## What to produce:
Go through the records below and copy out every line that contains the word "labels".

(Records from a data source)
============

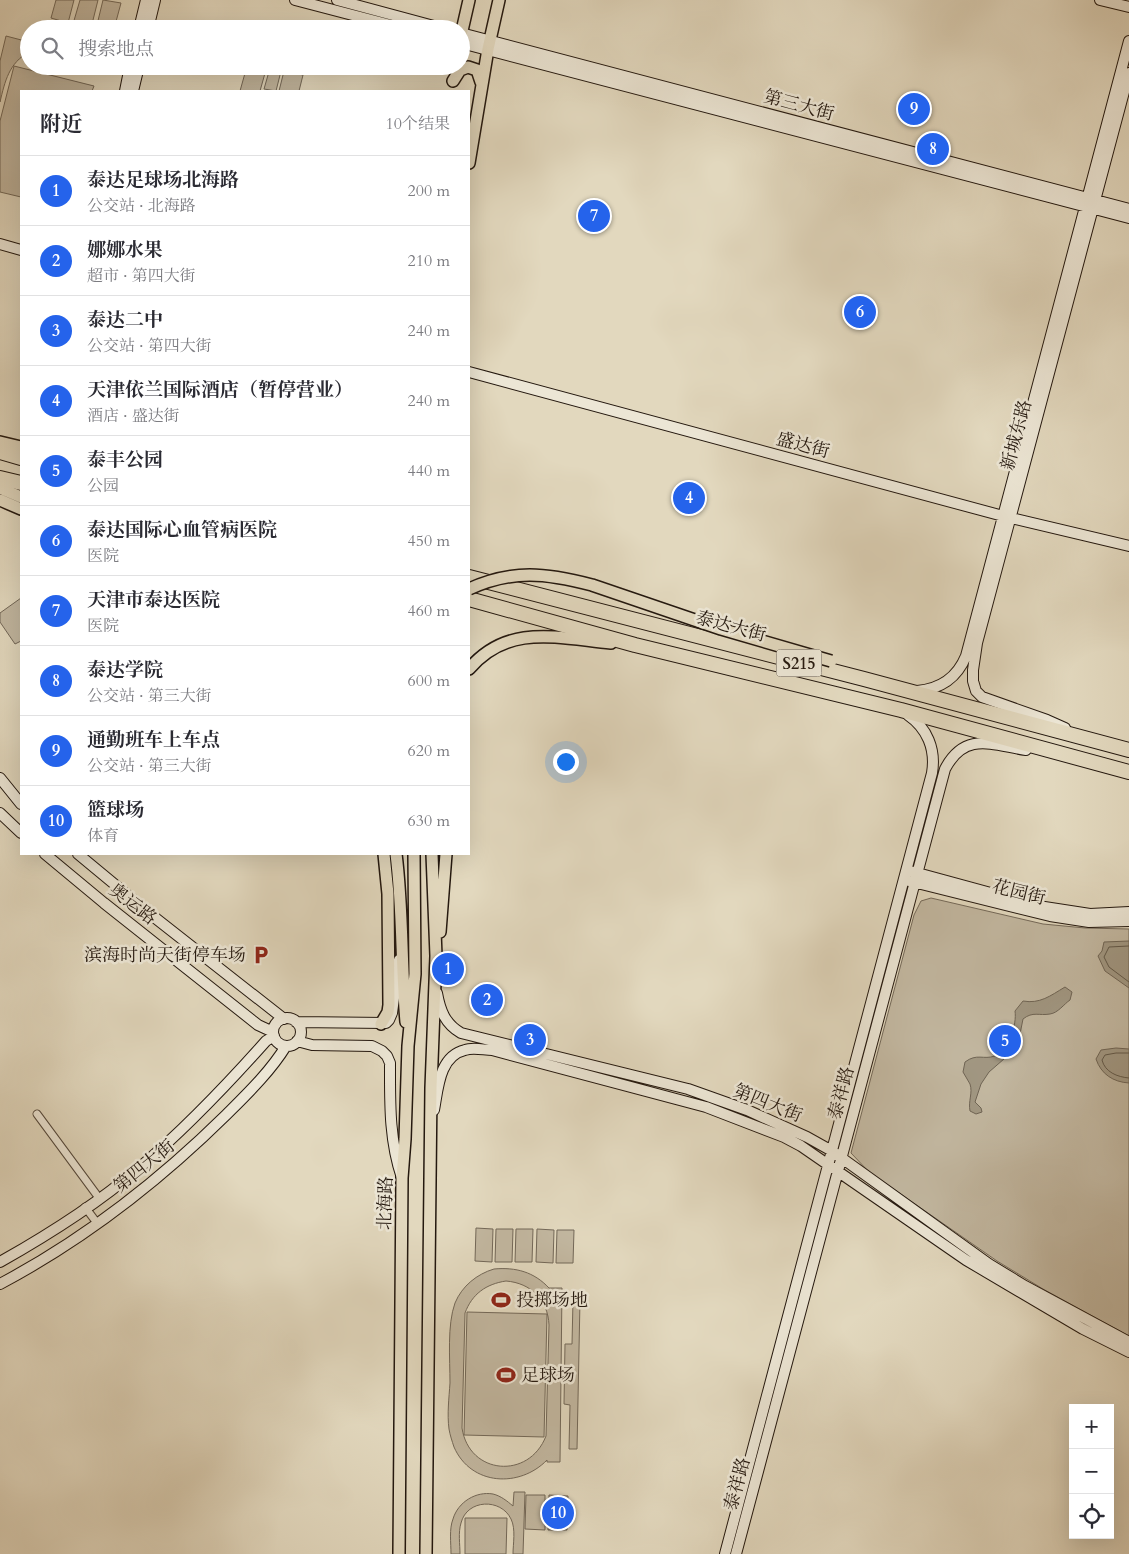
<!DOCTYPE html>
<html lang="zh">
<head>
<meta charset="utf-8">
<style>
  body { margin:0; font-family:Cardo,"Noto Serif SC",serif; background:#f7f7f7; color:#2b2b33 }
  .controls { position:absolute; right:15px; bottom:15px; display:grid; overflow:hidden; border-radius:0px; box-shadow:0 5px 20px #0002 }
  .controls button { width:45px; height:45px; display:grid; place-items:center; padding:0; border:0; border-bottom:1px solid #e1e1e2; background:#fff; color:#2b2b33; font:25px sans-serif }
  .you { position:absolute; left:565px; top:761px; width:18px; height:18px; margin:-12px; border:4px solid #fff; border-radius:50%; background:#1a73e8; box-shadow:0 0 0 8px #1a73e833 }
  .badge { display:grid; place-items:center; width:32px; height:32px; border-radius:50%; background:#2563eb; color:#fff; font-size:16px; font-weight:700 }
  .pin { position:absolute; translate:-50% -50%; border:2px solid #fff; box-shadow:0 1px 5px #0006 }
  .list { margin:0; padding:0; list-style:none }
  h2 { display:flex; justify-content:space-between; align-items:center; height:65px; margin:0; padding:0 20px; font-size:21px }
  h2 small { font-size:16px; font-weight:400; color:#7c7c81 }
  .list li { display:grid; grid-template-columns:32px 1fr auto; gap:15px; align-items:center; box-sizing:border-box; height:70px; padding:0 20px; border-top:1px solid #e1e1e2 }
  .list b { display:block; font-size:19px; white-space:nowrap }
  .list p { margin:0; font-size:16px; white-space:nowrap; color:#7c7c81 }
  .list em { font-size:16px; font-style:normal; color:#7c7c81 }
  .icon { flex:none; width:28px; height:28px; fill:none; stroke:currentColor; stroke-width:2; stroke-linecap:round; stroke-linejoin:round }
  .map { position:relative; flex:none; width:1129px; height:1554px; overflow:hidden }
  .search { position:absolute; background:#fff; box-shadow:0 5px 20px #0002; left:20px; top:20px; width:450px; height:55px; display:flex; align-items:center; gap:12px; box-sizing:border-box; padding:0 18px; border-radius:28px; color:#7c7c81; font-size:19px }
  .panel { position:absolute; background:#fff; box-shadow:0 5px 20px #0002; left:20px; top:90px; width:450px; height:765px; border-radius:0px }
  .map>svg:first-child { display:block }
  .green { fill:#c2b7a0; stroke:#736858; fill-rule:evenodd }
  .water { fill:#a19782; stroke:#6f6454 }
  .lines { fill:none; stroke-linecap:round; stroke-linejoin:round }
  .shore { stroke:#625848; stroke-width:1 }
  .street-casing { stroke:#54483b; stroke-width:9 }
  .secondary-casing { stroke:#24180f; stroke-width:12 }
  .primary-casing { stroke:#24180f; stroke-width:14 }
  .highway-casing { stroke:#24180f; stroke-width:16 }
  .street { stroke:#ece6d5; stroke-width:7 }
  .secondary { stroke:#ece6d5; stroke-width:10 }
  .primary { stroke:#e2d8be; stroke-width:11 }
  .highway { stroke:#e2d8be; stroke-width:14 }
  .primary-bridge-casing { stroke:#24180f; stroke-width:14; stroke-linecap:butt }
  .primary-bridge { stroke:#e2d8be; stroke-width:11 }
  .labels { text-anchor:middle; stroke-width:5; stroke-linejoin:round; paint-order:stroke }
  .shield { fill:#ece6d5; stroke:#60564a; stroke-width:1 }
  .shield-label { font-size:16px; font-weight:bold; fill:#24180f }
  .street-label { font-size:18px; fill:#24180f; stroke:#ece6d5 }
  .poi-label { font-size:18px; fill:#24180f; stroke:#ece6d5; text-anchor:start }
</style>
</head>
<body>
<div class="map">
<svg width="1129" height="1554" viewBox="0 0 1129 1554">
  <rect width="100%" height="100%" fill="#e2d8be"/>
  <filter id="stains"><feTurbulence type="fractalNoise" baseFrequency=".004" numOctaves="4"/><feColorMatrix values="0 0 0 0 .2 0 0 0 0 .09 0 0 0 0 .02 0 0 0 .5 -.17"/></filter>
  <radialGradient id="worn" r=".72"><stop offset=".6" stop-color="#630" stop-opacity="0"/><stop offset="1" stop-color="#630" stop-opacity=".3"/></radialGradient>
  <path class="green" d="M56 0H74L68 23 51 18Z
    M80 0H98L91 28 73 24Z
    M103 0 121 3 114 29H96Z
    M6 36 29 42V52C9 63 5 81 0 102V61Z
    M14 66 94 86 92 91H21V197L0 192V121Z
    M247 66H267L260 91H240Z
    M270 68 281 71 276 91 264 89Z
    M284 71 303 75 299 91H279Z
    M21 598V641L15 644 0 622V613Z
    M931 898 1043 924 1085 928 1129 929V1336L1043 1289 997 1261 869 1172 851 1153 914 915 921 901Z
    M476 1228 493 1229 492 1262 475 1261Z
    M496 1229H513L512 1262H495Z
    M516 1229H533L532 1262H515Z
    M537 1229 554 1230 553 1263 536 1262Z
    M557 1230H574L573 1263H556Z
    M494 1269C516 1267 534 1272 549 1288H562L560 1462H547V1460C520 1488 471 1486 454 1447 452 1441 450 1435 449 1429 447 1414 449 1398 450 1383 450 1359 447 1325 455 1303 462 1286 477 1274 494 1269ZM506 1281C531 1283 548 1300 549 1325L546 1436C529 1480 469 1475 462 1428L465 1313C472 1294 486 1284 506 1281Z
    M573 1300H580L577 1449H569L570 1405 564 1404 565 1344H572Z
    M467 1312 547 1314 544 1437 464 1435Z
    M514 1492H525L523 1554H513C513 1544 516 1529 511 1519 501 1498 467 1499 461 1523 458 1533 460 1544 460 1554H451C451 1543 449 1529 453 1519 458 1502 476 1491 493 1494 501 1496 507 1501 513 1506Z
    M526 1495H545V1530L525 1529Z
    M549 1495 568 1496 567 1530H548Z
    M465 1518H507L506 1554H465Z"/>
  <path class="water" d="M1129 941V988L1105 971 1098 956 1102 951 1104 942Z
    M1065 987 1072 992 1070 1000C1064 1004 1058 1013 1050 1014 1039 1016 1033 1011 1023 1019L1020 1034 1011 1044 1012 1052 989 1072 981 1084 975 1102 981 1108 982 1112 976 1114 970 1111C968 1101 973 1093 970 1084 968 1080 965 1076 963 1072L965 1062C977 1053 983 1060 995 1056 1009 1051 1017 1024 1015 1011L1023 1001C1040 1004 1050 996 1065 987Z
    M1116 1048 1129 1049V1083C1113 1082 1101 1074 1096 1059L1101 1050Z"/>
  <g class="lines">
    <path class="shore" d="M1129 946 1109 947 1104 957 1109 967 1129 982
      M1129 1053H1116L1105 1055 1102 1060C1105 1072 1117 1077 1129 1078"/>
    <g class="street-casing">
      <path id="street" d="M37 1114 99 1198
        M85 1207 97 1223"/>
    </g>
    <g class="secondary-casing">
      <path id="secondary" d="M295 0 406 29
        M337 0 445 29
        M1100 0 1129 7
        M139 29 146 0
        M148 29 155 0
        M461 33 1129 209
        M461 43 1129 218
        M125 91 130 66
        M133 91 139 66
        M0 244 21 250
        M469 372 1003 516 1129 546
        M917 691C941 689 957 678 966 656L1129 41
        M1065 728 1047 720 982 697 976 691 973 681V670L977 643 1129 73
        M0 778 21 804
        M0 813 21 833
        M45 854 104 903 258 1025 273 1032
        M78 854 154 917 284 1019
        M910 871 1038 906 1090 914 1129 912
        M909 881 1050 916 1089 922 1129 921
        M437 993C440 1010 445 1024 461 1033L688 1089 747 1110 807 1137 832 1151 989 1264 1025 1286 1129 1342
        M273 1032a14 14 0 1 1 28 0a14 14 0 1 1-28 0Z
        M296 1022 386 1023 389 1020 392 1013 399 960
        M297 1041 312 1045 372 1046 382 1051 387 1056 390 1063C390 1102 389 1140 402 1178
        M434 1110C438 1089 439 1056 465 1050 473 1047 484 1050 492 1050L706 1107 784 1137 801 1146 966 1260 1083 1329 1129 1352
        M0 1262C48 1235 97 1204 139 1168 185 1129 226 1086 266 1041L274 1036
        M0 1284C83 1240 159 1181 226 1115 247 1094 270 1072 286 1046
        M725 1554 932 773C936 749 927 728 908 715
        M736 1554 945 769C965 731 992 745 1026 750"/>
    </g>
    <g class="primary-casing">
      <path id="primary" d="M461 35 469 0
        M453 81 460 70 468 67 477 70 481 82
        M469 163 488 49 499 0
        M0 442 21 447
        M0 488 21 497
        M0 500 21 509
        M469 669C508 623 558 638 611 643
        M396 854C403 909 401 966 406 1022
        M440 932 446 854
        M381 1024 388 1012 389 1005 388 894 384 854
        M399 1554 402 1178 405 1139 408 1046 415 974 414 854
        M426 1554 431 1088 436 956 432 854"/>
    </g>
    <g class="highway-casing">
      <path id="highway" d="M0 452 21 458
        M0 478 21 483
        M469 577 864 679 1129 750
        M469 599 635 645 901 710 1129 772"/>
    </g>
    <use href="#street" class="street"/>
    <use href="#secondary" class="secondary"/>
    <use href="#primary" class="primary"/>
    <use href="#highway" class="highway"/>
    <g class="primary-bridge-casing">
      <path id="primary-bridge" d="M469 589C513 569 546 573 592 585L721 629 831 661"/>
    </g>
    <use href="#primary-bridge" class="primary-bridge"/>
  </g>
  <defs>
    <g id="parking-bare" transform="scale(1.5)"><path d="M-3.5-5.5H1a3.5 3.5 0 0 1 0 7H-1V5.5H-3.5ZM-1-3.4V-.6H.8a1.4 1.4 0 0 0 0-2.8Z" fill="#8f2418" stroke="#ece6d5" stroke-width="2.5" paint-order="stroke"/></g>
    <g id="stadium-bare" transform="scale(1.5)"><path d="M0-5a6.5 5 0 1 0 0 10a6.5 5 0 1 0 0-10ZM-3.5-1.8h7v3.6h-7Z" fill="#8f2418" stroke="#ece6d5" stroke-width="2.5" paint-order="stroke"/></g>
  </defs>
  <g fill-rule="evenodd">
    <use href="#parking-bare" x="261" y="955"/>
    <use href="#stadium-bare" x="501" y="1300"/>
    <use href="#stadium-bare" x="506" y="1375"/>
  </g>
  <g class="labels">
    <rect class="shield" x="776.5" y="649.5" width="45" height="27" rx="4"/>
    <g class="shield-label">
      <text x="799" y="669">S215</text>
    </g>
    <g class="street-label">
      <text transform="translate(799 105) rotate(15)" y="6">第三大街</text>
      <text transform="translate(1016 435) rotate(-75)" y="6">新城东路</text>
      <text transform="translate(803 445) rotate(15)" y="6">盛达街</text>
      <text transform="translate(731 626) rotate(15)" y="6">泰达大街</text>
      <text transform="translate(1019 892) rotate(14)" y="6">花园街</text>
      <text transform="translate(133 904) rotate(38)" y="6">奥运路</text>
      <text transform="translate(841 1093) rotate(-75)" y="6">泰祥路</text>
      <text transform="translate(768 1103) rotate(22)" y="6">第四大街</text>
      <text transform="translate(144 1166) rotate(-39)" y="6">第四大街</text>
      <text transform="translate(385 1203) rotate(-88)" y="6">北海路</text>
      <text transform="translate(737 1484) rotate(-75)" y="6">泰祥路</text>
    </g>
    <g class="poi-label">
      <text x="246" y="961" text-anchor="end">滨海时尚天街停车场</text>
      <text x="516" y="1306">投掷场地</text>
      <text x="521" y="1381">足球场</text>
    </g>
  </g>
  <rect width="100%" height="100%" filter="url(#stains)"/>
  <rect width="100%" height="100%" fill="url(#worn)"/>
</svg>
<div class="controls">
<button>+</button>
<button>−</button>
<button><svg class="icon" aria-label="locate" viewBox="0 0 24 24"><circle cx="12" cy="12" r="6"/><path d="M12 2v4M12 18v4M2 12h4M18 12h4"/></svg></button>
</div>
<div class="you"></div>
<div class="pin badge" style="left:448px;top:969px">1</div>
<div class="pin badge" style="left:487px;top:1000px">2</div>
<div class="pin badge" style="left:530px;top:1040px">3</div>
<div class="pin badge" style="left:689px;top:498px">4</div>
<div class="pin badge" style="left:1005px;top:1041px">5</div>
<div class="pin badge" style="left:860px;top:312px">6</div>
<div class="pin badge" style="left:594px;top:216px">7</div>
<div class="pin badge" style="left:933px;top:149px">8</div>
<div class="pin badge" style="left:914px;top:109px">9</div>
<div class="pin badge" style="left:558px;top:1513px">10</div>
<div class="search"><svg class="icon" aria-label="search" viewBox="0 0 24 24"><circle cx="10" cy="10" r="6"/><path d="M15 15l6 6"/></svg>搜索地点</div>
<section class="panel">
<h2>附近<small>10个结果</small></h2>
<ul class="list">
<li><span class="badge">1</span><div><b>泰达足球场北海路</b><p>公交站 · 北海路</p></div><em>200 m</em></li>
<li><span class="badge">2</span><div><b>娜娜水果</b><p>超市 · 第四大街</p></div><em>210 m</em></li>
<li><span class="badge">3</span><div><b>泰达二中</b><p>公交站 · 第四大街</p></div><em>240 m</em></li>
<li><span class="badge">4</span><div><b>天津依兰国际酒店（暂停营业）</b><p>酒店 · 盛达街</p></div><em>240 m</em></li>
<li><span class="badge">5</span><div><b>泰丰公园</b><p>公园</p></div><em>440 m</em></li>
<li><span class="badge">6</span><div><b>泰达国际心血管病医院</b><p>医院</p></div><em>450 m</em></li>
<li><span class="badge">7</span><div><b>天津市泰达医院</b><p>医院</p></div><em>460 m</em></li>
<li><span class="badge">8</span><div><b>泰达学院</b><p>公交站 · 第三大街</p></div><em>600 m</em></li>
<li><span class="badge">9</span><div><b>通勤班车上车点</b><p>公交站 · 第三大街</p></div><em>620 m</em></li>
<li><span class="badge">10</span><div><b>篮球场</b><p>体育</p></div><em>630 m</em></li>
</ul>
</section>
</div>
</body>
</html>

============

## The answer:
  .labels { text-anchor:middle; stroke-width:5; stroke-linejoin:round; paint-order:stroke }
  <g class="labels">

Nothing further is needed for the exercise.